This reference to Schopenhauer allows me to shift entirely the discussion onto the ethical, political, and existential aspects of Tristan Burt’s argument. In particular, I wish to address the following point: Jokes, even if they are jokes and ‘got’ as such, aren’t always funny, or that much funny.
- A cruel joke, for one, can inspire little or no amusement even in the person him/herself who proffered it—the key spring for its proffering being not fun or amusement in any significant or relevant form and shape, not even a sadistic one, but rather the callous and calculated desire to humiliate, ostracise, offend, and/or otherwise mistreat the butt/s of the same joke, whether for the mistreatment’s own sake or some ulterior end.
- For another, and more generally, humour can fail, as all of us must have probably and painfully experienced at some point in our lives, but the failure doesn’t per se disqualify the joke, jest or jeer at issue from constituting humour, e.g., an unsuccessful rejoinder that was intended qua humorous persiflage, attempted as such, but miserably ill-timed, poorly thought-out, badly worded, and/or otherwise gravely deficient. Even a prank that is deemed to be “in poor taste” or a jest that is said to be “out of place” do not cease to be, respectively, a prank and a jest, i.e., instances of “humour” proper. Indeed, the most capable and ‘edgiest’ humourists and comedians toy intentionally around the blurry, grey area separating propriety and impropriety, reaping applause when successful and boos (or worse) when unsuccessful. (Tristan Burt himself cites chapter one of V3/2, where even murders of resented comedians are recorded and discussed.)

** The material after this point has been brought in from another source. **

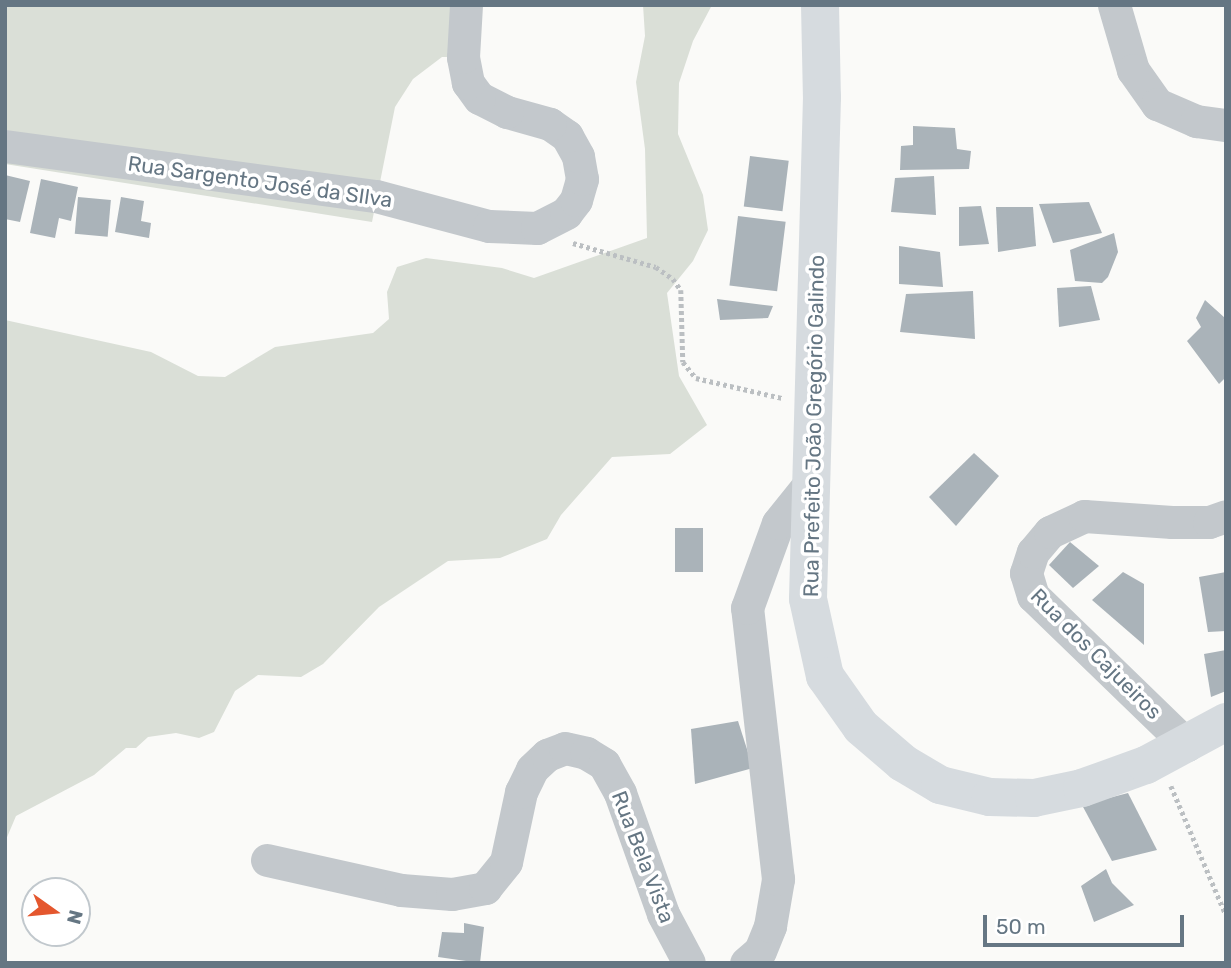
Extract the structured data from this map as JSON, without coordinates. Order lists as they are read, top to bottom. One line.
{"streets":{"main road":["Rua Prefeito João Gregório Galindo"],"street":["Rua Sargento José da SIlva","Rua dos Cajueiros","Rua Bela Vista"]},"crossings":[["Rua Prefeito João Gregório Galindo","Rua dos Cajueiros"]],"scale_bar":"50 m","north":"right"}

- Also, jokes can be amusing but frustrating, unpleasant, and/or hurtful at the same time, or even sorely and severely painful. Contrary to what Tristan Burt assumes throughout his book, “amusement” (JR, 10 et passim) and a great host of negative emotions can occur together and coexist, e.g., discomfort, dismay, distress, disappointment, dislike, disgust—and many more that do not begin by “d.” Such a combination of contrasting elements may seem perplexing, prima facie, but our literary and musical jargon quickly reveals how it is far from being an oxymoronic oddity, an erroneous exception, or a flimsy flight of fancy. Age-old adjectives such as “tragicomic,” “comicotragical,” and “bittersweet,” or later technical nouns such as “dramma giocoso,” “jocoseriosity,” and “dramedy,” connote or refer to such mixed feelings, which, for one, the art of “Epic or Dramatic Comedy,” as James Beattie had already discussed in the 18th century, aims at producing and reproducing intentionally (as cited in V1, 71).
Matters of perspective are paramount, in this connection. Perspective, however, implies a viewpoint, and a viewpoint can only exist if there is a viewer. Who is the viewer, when the alleged “joke” of “nothing” is at stake? My answer would be “someone,” i.e., very concisely, some existing person (N.B. I intentionally avoid the term “subject” and prefer “person” instead; see chapters one and four in V1 on Polanyi’s personalism to grasp the full import of this choice). Something that comes across as very funny to Mrs x doesn’t necessarily come across as being so to Mrs w, y, q, or z. There might even exist a fundamental, absolute joke, as Tristan Burt claims, and it might even possess a meaningful intention or benevolent “purpose,” which is a psychologically bizarre and onto-logically unwarranted anthropomorphising ingredient of Tristan Burt’s fourth proposition-cum-sub-argument—to speak frankly as much as bluntly. Nevertheless, should there even be such intention or purpose, whether or not any “amusement” results is bound to depend on who ‘gets’ the joke as a joke and, because of their personal circumstances (in the broadest possible sense of this hereby-Italicised expression), finds the joke at issue amusing rather than, say, obnoxious, or at least as amusing as it is obnoxious, and in any case not more obnoxious than it is amusing.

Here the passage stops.